# [Task input]
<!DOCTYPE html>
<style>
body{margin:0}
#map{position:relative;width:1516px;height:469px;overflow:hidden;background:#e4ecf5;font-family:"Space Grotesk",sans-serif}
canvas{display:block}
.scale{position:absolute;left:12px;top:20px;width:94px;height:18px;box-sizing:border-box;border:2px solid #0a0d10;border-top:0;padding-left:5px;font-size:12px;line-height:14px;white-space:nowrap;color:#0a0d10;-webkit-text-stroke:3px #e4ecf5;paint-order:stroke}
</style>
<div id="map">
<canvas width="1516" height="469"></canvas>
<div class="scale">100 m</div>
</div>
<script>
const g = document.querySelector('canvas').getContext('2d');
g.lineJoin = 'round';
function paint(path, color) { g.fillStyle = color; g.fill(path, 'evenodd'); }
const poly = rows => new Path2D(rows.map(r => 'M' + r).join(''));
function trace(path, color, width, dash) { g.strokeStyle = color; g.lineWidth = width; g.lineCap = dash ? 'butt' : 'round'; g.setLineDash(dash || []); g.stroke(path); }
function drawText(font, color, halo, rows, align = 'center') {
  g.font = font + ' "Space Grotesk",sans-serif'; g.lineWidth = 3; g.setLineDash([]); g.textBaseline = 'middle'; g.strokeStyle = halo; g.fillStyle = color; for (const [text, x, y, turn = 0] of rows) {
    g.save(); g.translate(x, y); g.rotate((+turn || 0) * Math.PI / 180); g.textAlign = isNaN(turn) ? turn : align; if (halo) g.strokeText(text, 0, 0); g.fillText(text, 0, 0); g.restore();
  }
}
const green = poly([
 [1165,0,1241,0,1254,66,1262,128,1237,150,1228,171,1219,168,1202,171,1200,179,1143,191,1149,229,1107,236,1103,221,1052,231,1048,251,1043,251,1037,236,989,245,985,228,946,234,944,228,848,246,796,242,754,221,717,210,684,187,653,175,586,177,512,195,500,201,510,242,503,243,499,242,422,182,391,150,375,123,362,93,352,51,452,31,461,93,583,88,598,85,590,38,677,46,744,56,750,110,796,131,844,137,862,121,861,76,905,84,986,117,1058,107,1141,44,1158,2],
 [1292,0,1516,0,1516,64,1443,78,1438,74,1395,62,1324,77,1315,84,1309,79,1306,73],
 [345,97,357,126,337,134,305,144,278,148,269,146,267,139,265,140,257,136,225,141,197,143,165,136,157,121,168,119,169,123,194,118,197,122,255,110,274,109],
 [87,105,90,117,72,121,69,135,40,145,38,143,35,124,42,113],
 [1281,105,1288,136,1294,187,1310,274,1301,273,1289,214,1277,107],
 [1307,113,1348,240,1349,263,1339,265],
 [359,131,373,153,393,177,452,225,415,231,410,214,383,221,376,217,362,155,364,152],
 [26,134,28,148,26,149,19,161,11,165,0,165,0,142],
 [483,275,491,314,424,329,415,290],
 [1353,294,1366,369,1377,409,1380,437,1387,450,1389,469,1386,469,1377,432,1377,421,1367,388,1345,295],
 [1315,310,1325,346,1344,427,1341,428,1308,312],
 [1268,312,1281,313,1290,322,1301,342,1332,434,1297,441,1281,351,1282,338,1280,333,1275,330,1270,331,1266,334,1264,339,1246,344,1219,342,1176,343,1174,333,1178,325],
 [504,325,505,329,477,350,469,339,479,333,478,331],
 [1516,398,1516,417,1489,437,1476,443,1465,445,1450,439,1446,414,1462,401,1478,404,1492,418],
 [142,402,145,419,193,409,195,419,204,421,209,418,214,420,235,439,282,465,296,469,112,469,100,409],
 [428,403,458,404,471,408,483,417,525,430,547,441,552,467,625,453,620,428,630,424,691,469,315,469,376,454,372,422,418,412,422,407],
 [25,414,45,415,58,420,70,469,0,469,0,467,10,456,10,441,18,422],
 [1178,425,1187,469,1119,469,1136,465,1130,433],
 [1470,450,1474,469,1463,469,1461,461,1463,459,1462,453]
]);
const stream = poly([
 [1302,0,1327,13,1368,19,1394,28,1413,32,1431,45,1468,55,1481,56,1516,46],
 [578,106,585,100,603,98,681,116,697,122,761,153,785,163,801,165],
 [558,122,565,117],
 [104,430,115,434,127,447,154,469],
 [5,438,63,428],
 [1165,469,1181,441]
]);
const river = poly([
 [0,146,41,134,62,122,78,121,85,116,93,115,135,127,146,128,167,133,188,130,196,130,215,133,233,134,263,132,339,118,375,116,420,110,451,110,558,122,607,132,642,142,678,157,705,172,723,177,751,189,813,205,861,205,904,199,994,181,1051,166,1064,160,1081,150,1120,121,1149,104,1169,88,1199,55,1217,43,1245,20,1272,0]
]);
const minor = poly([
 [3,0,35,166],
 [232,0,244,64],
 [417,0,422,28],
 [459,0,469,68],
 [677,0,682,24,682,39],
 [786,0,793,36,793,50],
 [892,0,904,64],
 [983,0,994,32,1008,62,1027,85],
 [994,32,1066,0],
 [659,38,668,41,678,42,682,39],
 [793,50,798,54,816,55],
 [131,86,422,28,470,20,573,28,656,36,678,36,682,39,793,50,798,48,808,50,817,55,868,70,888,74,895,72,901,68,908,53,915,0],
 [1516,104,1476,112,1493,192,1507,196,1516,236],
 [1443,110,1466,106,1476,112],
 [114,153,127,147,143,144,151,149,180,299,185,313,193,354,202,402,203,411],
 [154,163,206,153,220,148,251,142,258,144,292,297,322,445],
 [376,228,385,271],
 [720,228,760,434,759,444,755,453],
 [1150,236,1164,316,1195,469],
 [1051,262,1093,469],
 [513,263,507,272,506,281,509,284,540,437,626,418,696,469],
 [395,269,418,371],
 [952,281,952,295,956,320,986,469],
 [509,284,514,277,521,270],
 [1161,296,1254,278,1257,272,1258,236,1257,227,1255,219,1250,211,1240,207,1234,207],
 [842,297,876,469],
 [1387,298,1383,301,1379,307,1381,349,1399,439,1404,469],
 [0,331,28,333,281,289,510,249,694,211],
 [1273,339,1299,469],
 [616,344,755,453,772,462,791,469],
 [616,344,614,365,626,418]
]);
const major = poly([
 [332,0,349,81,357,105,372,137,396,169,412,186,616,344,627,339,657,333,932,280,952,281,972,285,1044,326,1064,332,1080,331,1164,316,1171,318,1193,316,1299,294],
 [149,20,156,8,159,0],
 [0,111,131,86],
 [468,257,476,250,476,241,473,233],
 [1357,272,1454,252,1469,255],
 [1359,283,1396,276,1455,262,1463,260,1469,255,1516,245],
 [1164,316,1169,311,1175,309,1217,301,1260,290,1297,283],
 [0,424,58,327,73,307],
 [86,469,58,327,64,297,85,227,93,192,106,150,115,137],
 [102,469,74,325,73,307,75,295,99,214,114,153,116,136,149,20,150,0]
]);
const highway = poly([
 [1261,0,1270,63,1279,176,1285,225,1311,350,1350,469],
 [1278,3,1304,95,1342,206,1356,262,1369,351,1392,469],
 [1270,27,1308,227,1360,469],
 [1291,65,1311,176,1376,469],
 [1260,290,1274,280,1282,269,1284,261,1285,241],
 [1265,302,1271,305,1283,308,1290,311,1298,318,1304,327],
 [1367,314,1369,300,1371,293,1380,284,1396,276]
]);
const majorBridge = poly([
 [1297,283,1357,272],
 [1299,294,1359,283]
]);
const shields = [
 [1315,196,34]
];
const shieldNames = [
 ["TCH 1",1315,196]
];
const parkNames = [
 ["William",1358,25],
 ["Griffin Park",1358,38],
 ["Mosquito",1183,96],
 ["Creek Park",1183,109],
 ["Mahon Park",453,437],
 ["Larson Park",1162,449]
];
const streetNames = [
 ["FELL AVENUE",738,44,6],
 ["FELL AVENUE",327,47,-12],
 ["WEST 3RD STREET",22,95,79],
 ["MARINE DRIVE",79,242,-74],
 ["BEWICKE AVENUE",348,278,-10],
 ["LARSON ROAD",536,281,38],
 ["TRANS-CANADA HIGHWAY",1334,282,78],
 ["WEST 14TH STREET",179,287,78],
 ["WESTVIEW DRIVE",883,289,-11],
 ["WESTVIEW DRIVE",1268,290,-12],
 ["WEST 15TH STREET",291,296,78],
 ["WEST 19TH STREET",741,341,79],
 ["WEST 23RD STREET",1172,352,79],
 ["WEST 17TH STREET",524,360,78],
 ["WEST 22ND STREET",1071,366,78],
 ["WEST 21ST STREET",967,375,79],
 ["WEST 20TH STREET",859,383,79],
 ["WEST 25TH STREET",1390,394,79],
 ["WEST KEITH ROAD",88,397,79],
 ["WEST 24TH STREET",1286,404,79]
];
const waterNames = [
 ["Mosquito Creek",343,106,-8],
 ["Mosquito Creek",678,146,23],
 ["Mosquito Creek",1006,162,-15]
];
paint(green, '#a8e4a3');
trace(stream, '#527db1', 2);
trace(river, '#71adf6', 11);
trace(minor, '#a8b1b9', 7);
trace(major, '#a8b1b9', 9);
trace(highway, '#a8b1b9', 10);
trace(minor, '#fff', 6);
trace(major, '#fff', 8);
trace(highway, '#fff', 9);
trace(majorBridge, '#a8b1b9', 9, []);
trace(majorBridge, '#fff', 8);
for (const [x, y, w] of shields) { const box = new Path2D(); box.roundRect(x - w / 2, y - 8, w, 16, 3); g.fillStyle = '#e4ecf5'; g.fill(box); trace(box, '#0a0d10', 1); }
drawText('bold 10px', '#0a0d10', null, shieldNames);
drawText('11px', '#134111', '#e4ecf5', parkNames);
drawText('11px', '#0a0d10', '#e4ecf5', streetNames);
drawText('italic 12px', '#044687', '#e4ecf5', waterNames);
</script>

# [Activity]
Whenever the word "rows" occurs in a line of the listing above, return that line.

# [Answer to this task]
const poly = rows => new Path2D(rows.map(r => 'M' + r).join(''));
function drawText(font, color, halo, rows, align = 'center') {
  g.font = font + ' "Space Grotesk",sans-serif'; g.lineWidth = 3; g.setLineDash([]); g.textBaseline = 'middle'; g.strokeStyle = halo; g.fillStyle = color; for (const [text, x, y, turn = 0] of rows) {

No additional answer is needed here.